*** Exercise inputs ***

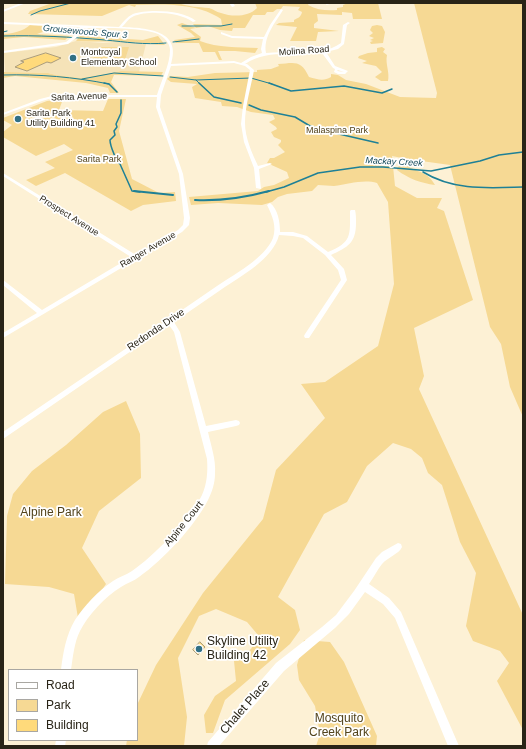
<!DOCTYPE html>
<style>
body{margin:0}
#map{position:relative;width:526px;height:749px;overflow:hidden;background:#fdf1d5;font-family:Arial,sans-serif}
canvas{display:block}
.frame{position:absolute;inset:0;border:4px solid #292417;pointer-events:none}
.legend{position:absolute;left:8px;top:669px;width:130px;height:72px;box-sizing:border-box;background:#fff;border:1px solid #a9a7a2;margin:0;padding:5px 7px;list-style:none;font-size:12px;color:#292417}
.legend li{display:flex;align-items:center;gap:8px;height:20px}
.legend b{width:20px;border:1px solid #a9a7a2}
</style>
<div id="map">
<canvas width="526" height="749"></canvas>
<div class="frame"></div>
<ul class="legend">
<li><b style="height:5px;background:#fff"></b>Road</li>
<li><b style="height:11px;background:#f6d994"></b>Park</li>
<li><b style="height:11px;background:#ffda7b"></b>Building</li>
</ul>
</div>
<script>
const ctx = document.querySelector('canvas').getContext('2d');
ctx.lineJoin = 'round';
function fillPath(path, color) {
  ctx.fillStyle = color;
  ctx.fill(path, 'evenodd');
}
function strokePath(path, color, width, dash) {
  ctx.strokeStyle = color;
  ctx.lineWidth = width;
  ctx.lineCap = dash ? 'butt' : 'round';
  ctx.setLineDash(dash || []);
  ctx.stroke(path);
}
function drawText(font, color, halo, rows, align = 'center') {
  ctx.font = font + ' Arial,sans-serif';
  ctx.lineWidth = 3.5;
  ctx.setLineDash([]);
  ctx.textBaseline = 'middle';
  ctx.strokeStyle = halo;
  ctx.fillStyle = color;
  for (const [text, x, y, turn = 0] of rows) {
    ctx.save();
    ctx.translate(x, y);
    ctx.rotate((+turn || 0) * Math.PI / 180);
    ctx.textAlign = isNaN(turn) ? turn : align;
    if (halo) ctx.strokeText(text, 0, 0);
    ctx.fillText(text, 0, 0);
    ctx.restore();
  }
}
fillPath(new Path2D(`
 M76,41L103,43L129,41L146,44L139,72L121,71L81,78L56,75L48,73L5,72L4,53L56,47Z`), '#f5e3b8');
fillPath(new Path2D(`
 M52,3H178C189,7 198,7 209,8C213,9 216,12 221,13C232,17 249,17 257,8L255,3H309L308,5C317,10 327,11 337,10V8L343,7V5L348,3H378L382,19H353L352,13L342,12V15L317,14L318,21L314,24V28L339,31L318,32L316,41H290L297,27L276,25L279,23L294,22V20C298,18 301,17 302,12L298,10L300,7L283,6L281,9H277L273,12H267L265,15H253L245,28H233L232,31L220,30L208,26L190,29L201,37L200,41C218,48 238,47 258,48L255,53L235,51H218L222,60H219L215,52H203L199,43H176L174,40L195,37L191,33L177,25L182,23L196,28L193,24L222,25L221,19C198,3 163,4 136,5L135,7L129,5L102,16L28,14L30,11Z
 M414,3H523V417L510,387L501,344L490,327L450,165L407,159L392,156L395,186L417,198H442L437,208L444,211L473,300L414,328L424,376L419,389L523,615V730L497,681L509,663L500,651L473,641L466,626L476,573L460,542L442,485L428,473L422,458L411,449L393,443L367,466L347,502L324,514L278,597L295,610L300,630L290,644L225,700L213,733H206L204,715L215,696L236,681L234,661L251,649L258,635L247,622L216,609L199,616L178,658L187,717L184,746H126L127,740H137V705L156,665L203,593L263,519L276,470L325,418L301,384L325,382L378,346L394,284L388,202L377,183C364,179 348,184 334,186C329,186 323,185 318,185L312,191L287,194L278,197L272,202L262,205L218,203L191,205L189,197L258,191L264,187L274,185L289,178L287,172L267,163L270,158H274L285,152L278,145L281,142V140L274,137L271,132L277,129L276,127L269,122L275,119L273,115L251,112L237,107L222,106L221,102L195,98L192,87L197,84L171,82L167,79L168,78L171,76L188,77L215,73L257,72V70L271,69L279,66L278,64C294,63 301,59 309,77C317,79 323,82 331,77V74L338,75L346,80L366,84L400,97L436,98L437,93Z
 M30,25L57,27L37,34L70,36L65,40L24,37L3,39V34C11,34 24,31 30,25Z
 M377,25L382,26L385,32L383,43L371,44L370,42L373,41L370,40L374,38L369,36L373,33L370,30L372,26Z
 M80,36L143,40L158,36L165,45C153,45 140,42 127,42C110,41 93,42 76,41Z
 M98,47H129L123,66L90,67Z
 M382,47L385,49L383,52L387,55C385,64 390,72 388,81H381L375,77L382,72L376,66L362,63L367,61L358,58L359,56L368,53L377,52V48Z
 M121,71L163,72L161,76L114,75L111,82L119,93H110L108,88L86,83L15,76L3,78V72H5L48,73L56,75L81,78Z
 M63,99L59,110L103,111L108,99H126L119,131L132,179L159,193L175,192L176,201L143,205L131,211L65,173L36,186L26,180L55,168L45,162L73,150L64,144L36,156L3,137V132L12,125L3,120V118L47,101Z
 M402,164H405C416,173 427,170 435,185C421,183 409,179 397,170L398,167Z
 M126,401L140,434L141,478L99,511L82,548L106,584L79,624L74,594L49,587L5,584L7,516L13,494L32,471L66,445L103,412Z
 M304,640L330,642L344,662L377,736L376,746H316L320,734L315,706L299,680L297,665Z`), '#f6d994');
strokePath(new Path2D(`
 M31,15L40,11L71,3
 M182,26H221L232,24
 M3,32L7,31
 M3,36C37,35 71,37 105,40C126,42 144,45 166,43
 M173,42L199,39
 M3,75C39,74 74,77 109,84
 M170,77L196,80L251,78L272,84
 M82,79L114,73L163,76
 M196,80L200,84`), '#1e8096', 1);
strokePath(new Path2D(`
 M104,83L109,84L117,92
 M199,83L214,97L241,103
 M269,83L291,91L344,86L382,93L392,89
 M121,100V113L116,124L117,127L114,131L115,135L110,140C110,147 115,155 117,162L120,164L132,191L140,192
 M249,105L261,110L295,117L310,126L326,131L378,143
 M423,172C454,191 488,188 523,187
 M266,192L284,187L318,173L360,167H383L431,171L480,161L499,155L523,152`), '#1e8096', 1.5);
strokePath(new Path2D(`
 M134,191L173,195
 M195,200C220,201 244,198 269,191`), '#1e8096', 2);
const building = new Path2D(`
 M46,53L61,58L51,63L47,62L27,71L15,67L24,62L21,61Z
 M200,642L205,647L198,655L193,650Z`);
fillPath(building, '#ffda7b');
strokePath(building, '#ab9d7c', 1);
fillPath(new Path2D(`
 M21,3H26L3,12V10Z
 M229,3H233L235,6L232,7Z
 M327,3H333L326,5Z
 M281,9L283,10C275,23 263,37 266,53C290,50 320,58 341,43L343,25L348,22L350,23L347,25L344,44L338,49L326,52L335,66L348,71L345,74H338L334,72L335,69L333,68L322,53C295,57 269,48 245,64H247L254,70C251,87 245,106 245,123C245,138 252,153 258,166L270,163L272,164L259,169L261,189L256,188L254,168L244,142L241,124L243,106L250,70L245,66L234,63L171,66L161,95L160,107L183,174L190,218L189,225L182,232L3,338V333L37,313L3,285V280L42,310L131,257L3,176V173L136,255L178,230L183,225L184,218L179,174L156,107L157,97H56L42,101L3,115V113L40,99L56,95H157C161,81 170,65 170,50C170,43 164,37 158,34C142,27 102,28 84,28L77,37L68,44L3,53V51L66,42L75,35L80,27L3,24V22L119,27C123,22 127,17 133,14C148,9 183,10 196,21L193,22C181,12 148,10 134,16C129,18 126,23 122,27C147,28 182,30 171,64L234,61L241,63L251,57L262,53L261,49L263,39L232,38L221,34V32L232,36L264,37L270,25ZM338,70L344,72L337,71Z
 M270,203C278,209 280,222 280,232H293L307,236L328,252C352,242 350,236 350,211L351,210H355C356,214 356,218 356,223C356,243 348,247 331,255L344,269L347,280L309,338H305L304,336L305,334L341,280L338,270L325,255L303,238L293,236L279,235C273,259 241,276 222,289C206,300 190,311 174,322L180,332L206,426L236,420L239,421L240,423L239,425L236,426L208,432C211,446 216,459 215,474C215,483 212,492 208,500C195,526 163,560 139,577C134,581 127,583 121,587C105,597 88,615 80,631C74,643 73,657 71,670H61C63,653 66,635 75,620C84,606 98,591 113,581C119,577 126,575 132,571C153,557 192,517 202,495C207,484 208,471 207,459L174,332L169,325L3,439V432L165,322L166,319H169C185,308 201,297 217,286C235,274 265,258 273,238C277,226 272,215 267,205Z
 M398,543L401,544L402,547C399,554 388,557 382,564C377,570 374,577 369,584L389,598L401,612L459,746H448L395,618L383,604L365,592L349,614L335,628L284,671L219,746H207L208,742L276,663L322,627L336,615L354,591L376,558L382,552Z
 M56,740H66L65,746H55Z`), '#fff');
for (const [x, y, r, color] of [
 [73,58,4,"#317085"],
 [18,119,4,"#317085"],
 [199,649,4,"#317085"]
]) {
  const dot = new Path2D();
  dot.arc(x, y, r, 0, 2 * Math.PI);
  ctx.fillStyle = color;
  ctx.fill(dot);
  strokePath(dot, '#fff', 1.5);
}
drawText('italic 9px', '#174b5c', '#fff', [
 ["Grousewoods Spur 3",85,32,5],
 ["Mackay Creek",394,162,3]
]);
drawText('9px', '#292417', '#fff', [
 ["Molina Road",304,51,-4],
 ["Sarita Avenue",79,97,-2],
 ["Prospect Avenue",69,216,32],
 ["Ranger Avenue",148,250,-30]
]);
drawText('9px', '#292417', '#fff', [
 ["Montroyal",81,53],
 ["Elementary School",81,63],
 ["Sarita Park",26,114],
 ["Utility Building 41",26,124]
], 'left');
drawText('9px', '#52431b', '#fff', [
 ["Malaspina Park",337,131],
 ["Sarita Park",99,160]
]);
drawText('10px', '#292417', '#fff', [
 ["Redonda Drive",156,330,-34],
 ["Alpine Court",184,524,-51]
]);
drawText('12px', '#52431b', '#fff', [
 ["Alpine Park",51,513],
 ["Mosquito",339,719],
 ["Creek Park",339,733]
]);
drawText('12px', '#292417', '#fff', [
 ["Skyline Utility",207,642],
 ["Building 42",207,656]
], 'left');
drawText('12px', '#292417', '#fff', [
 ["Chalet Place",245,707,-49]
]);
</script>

***
*** Exercise inputs ***

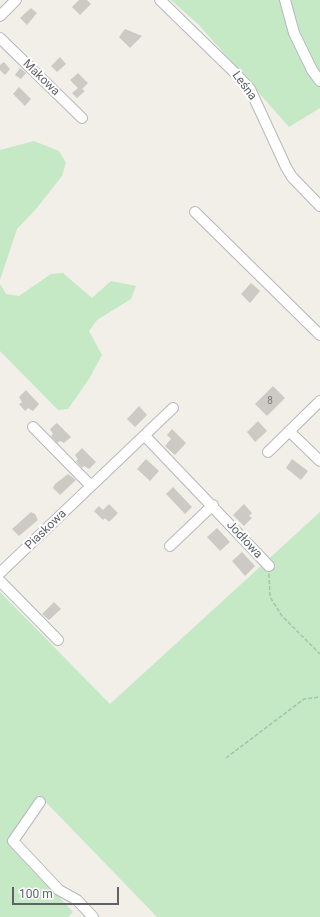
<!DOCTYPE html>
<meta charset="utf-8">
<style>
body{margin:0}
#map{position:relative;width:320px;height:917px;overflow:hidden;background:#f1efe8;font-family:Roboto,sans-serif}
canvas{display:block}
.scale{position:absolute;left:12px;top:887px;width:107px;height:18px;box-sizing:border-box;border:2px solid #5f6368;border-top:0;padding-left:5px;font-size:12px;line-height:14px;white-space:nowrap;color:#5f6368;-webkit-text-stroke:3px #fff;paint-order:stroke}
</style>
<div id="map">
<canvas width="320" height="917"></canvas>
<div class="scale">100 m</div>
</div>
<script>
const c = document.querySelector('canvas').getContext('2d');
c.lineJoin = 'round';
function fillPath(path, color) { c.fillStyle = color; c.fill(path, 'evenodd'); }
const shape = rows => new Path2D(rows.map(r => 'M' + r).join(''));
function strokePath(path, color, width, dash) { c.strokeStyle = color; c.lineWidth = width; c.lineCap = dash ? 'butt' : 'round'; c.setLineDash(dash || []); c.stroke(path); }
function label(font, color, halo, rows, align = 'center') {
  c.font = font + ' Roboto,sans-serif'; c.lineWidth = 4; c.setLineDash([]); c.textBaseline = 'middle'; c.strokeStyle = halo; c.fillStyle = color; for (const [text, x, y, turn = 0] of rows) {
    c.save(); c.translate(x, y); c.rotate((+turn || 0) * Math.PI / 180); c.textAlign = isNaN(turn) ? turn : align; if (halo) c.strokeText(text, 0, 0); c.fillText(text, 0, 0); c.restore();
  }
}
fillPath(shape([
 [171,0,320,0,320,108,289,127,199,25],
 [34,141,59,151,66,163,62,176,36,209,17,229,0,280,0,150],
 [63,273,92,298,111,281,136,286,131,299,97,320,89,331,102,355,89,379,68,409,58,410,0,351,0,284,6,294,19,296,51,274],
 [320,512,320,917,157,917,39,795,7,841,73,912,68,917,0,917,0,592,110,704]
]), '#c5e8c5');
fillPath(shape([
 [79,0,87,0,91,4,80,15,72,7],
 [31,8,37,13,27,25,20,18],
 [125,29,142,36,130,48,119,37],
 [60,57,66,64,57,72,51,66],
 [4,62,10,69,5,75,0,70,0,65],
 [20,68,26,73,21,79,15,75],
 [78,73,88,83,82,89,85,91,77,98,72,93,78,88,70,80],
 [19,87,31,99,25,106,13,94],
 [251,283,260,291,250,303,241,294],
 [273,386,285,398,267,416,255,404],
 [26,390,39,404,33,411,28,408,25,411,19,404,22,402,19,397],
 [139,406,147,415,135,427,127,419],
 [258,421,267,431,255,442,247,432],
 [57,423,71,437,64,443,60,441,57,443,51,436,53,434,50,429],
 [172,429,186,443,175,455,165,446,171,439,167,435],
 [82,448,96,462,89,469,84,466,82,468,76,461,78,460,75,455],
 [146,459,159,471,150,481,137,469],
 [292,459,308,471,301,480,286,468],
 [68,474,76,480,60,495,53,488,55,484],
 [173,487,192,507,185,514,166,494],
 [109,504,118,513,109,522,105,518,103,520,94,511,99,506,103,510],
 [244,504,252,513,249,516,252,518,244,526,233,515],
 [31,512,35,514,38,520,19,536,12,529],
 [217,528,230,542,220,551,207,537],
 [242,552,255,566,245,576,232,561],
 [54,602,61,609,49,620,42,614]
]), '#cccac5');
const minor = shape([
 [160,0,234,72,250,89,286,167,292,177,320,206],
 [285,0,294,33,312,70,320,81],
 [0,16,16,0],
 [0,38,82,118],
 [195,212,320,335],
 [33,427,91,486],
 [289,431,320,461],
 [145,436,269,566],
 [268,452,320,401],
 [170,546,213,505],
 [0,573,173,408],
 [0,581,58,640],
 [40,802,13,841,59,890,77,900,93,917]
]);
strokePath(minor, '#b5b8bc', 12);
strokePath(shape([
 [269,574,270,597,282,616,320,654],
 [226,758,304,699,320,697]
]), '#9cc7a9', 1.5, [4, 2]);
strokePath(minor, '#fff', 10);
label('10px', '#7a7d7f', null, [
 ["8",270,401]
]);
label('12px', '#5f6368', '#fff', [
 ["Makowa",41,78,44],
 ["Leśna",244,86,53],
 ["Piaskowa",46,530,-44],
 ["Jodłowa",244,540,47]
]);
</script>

***

What is being asked =
Say how many of the lines above include the string "getContext", and give no other words.

Your response =
2